Тяжело дыша, так что ее было слышно еще за дверью, вся красная, взволнованная, обливаясь потом, вошла в мастерскую гражданка вдова Гамлен. Национальная кокарда, небрежно приколотая ею к чепцу, могла упасть каждую минуту. Поставив на стул корзинку, она остановилась, чтобы передохнуть, и стала жаловаться на дороговизну продовольствия.
При жизни мужа гражданка Гамлен торговала ножевыми изделиями на улице Гренель-Сен-Жермен, под вывеской «Город Шательро», а теперь, находясь на иждивении сына-художника, вела его скромное хозяйство. Эварист был старший из двоих ее детей. О дочери Жюли, бывшей модистке с улицы Оноре, лучше было и не спрашивать: она бежала за границу с аристократом.
– Господи боже мой, – вздохнула гражданка, показывая сыну серую, плохо пропеченную ковригу, – хлеб все дорожает, да он теперь и не чистый пшеничный. На рынке не найти ни яиц, ни овощей, ни сыру. А питаясь каштанами, сам станешь каштановым.
Помолчав, она продолжала:
– Я видела на улице женщин, которым нечем кормить младенцев. Для бедняков наступили тяжелые времена. И так будет до тех пор, пока не восстановится порядок.

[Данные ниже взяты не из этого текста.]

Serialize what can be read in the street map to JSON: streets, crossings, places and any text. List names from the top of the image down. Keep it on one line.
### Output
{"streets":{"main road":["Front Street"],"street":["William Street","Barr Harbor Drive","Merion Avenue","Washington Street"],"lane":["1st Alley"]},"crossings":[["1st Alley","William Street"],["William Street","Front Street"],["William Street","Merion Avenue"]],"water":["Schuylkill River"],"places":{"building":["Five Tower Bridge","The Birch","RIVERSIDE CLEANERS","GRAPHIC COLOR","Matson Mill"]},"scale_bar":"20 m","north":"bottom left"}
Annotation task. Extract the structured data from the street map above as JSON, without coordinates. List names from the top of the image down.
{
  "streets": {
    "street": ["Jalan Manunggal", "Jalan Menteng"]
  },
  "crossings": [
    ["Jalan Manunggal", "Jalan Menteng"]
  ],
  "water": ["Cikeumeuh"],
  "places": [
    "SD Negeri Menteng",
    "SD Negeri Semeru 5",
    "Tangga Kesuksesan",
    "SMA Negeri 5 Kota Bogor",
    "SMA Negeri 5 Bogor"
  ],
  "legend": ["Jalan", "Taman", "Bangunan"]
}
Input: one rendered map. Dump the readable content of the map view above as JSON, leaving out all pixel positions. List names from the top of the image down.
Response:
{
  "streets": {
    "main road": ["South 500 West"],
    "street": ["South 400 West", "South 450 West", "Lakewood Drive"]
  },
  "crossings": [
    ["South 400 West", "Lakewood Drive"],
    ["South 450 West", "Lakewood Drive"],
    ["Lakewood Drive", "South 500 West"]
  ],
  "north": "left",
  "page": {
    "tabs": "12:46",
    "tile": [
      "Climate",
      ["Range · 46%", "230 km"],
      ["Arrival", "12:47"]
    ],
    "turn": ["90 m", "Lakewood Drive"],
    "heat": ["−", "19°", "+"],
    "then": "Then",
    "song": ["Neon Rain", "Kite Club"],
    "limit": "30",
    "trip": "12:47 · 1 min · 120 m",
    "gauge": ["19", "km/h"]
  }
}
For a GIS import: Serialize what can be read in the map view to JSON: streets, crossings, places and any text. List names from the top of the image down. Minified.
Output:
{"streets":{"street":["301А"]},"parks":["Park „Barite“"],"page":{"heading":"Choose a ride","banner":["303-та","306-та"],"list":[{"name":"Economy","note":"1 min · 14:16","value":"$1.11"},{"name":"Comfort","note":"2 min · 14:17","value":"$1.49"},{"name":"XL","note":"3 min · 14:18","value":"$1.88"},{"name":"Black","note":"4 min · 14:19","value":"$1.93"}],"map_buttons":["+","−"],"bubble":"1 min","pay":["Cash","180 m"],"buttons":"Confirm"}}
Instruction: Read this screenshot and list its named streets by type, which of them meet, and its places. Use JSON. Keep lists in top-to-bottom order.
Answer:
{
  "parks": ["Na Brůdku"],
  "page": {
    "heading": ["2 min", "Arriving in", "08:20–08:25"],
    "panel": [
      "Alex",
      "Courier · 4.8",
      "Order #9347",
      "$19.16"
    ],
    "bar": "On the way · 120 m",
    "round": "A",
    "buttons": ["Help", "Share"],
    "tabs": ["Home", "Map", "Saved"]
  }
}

– В недостатке съестных припасов, от которого все мы страдаем, матушка, виноваты скупщики и спекулянты, – сказал Гамлен, нахмурившись, – они морят голодом народ и вступают в соглашение с внешними врагами, стараясь вызвать у граждан ненависть к Республике и уничтожить свободу. Вот к чему приводят заговоры приверженцев Бриссо{20}, предательство Петионов{21} и Роланов!{22} Хорошо еще, что федералисты с оружием в руках не явятся в Париж и не перебьют патриотов, не успевших погибнуть от голода. Нельзя терпеть ни минуты: необходимо установить твердые цены на муку и гильотинировать всех, кто спекулирует съестными припасами, сеет в народе смуту или завязывает преступные сношения с заграницей. Конвент только что учредил Чрезвычайный трибунал для дел о заговорах. В него входят одни лишь патриоты, но хватит ли у них энергии, чтобы защищать отечество от всех его врагов? Будем надеяться на Робеспьера: он добродетелен. В особенности будем надеяться на Марата: он любит народ, понимает его подлинные нужды и служит им. Он первый всегда разоблачал изменников, раскрывал заговоры. Он неподкупен и неустрашим. Он один может спасти Республику, которой угрожает гибель.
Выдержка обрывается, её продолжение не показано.